Dans ce domaine, l’employeur est tenu de prendre toutes les mesures nécessaires en vue de prévenir les agissements de harcèlement moral, notamment entre collègues (C. Trav., L1152-4); cette obligation fait d’ailleurs partie des principes généraux de prévention (C. Trav., L4121-2 7°). La jurisprudence rappelle que « l’employeur, tenu d’une obligation de sécurité de résultat en matière de protection de la santé et de la sécurité des travailleurs, manque à cette obligation, lorsqu’un salarié est victime sur le lieu de travail d’agissements de harcèlement moral ou sexuel exercés par l’un ou l’autre de ses salariés, quand bien même il aurait pris des mesures en vue de faire cesser ces agissements » De même les difficultés relationnelles de communication entre salariés ne peuvent en soi caractériser des faits de harcèlement moral De même il convient de discerner la notion de harcèlement moral du ressenti d’une situation vécue par un salarié.

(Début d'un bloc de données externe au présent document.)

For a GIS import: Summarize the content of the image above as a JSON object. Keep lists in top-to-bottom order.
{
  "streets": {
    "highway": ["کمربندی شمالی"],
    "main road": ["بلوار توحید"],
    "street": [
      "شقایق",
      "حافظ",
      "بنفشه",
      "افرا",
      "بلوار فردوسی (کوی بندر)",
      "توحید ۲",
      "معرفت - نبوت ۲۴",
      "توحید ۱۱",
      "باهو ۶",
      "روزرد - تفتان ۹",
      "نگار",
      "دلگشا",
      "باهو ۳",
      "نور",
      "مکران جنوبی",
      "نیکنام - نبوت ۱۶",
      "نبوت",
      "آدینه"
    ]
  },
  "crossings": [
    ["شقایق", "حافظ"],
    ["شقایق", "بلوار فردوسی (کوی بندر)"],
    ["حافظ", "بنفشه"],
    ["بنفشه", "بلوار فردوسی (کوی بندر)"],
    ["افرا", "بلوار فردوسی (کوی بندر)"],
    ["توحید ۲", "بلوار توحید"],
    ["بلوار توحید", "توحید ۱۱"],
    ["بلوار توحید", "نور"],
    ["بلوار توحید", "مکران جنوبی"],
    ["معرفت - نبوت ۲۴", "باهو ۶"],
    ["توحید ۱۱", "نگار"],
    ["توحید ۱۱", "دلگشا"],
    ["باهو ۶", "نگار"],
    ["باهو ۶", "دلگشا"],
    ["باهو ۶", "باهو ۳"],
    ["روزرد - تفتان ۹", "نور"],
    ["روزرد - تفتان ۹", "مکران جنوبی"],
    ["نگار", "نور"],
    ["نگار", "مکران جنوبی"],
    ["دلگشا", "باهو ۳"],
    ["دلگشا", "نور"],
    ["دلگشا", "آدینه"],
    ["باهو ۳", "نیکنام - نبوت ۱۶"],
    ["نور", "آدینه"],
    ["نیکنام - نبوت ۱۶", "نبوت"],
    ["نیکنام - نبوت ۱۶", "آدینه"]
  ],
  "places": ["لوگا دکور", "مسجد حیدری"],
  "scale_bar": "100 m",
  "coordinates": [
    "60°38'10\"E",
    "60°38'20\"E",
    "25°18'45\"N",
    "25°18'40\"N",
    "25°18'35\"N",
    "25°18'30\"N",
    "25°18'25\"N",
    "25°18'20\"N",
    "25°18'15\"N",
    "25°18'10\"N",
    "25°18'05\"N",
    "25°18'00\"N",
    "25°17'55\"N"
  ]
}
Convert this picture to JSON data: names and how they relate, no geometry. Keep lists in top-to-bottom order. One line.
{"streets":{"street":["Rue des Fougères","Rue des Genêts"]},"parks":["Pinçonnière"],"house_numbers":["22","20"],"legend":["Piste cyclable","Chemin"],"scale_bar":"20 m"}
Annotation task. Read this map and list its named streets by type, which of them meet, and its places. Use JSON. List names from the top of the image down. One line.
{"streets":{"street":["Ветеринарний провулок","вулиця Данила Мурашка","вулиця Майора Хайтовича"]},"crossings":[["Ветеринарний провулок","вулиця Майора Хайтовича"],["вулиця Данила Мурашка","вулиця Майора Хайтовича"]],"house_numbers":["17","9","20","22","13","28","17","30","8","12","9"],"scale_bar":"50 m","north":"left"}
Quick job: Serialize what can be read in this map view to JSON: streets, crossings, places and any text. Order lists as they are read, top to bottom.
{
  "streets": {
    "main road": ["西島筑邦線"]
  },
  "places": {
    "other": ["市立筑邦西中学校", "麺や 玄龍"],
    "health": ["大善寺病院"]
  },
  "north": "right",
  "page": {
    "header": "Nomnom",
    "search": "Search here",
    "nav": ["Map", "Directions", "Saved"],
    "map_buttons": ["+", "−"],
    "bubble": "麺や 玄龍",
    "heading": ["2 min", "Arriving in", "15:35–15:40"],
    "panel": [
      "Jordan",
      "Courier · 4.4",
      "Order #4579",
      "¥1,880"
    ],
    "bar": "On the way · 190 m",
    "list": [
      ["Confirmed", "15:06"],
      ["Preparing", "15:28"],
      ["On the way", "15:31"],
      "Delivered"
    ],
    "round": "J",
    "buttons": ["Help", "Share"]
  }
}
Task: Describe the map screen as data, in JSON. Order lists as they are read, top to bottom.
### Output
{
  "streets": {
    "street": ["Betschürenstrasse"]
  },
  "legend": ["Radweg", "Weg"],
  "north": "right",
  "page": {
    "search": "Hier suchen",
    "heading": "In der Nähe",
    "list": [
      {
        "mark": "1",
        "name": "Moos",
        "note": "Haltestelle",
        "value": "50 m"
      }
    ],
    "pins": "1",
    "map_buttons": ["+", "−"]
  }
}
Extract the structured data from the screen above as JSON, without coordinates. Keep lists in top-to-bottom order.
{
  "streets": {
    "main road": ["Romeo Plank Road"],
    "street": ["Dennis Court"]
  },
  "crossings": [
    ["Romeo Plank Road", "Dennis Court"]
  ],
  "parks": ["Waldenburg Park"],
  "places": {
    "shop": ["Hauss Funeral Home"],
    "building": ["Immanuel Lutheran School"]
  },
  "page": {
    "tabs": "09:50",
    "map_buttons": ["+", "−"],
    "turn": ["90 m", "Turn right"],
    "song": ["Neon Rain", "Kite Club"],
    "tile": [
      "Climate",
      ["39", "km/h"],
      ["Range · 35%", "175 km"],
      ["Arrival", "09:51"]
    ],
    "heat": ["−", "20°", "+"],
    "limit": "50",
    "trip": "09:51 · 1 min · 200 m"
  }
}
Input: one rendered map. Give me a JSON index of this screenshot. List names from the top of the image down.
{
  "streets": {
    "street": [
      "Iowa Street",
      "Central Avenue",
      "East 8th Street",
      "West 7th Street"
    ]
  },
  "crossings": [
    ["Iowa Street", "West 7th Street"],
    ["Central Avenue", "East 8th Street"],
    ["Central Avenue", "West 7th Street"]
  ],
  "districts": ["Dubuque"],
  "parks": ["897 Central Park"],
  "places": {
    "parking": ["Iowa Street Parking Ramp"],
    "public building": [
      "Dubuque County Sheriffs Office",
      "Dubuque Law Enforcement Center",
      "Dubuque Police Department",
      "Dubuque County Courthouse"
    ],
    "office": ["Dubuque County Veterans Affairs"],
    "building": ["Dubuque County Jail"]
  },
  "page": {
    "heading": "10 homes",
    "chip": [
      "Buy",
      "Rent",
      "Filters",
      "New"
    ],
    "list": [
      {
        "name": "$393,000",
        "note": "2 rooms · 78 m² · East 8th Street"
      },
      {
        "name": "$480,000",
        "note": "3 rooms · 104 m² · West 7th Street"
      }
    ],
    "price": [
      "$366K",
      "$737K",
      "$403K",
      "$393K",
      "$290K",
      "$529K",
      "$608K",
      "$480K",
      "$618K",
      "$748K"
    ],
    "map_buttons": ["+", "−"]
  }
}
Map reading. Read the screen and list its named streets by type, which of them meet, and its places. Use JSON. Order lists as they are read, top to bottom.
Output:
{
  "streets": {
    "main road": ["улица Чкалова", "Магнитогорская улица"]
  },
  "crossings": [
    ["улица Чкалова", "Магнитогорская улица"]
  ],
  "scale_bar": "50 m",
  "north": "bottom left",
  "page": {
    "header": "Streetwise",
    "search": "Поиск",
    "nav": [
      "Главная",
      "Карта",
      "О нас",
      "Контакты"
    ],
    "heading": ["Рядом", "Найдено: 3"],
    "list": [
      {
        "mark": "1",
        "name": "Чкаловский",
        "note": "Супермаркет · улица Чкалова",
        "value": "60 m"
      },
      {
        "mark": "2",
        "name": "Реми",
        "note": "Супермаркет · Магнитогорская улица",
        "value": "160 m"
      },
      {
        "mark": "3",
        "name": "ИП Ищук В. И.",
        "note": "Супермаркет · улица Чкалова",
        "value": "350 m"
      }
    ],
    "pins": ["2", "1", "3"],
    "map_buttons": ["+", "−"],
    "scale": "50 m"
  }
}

Attendu que l’employeur au soutien de ce grief fournit des témoignages dont tous relatent une discussion tendue entre M. Z et M. D en date du 15 juin 2021
Attendu qu’il s’agit d’un événement isolé consécutif au sentiment qu’avait M. Z de ne pas obtenir de réponses à ses différentes interrogations
Que cet événement s’il démontre que M. Z a pu avoir un comportement inapproprié à l’égard de M. D n’est pas en soi et seul suffisant pour démontrer l’existence d’un harcèlement moral pas plus que l’ensemble de ses mails dont on ne peut établir si le style et le ton dépasse les limites de la relation qui peut s’établir entre un salarié et sa hiérarchie
Que M. Z a toujours eu avant cette date un comportement irréprochable comme en témoigne les attestations qu’il fournit de son côté
Que les mails adressés à M. D concernaient comme il est écrit dans la lettre de licenciement: « la durée du travail quotidienne, la réclamation de documents, des réflexions sur les méthodes de travail et sur des pertes de temps (…) »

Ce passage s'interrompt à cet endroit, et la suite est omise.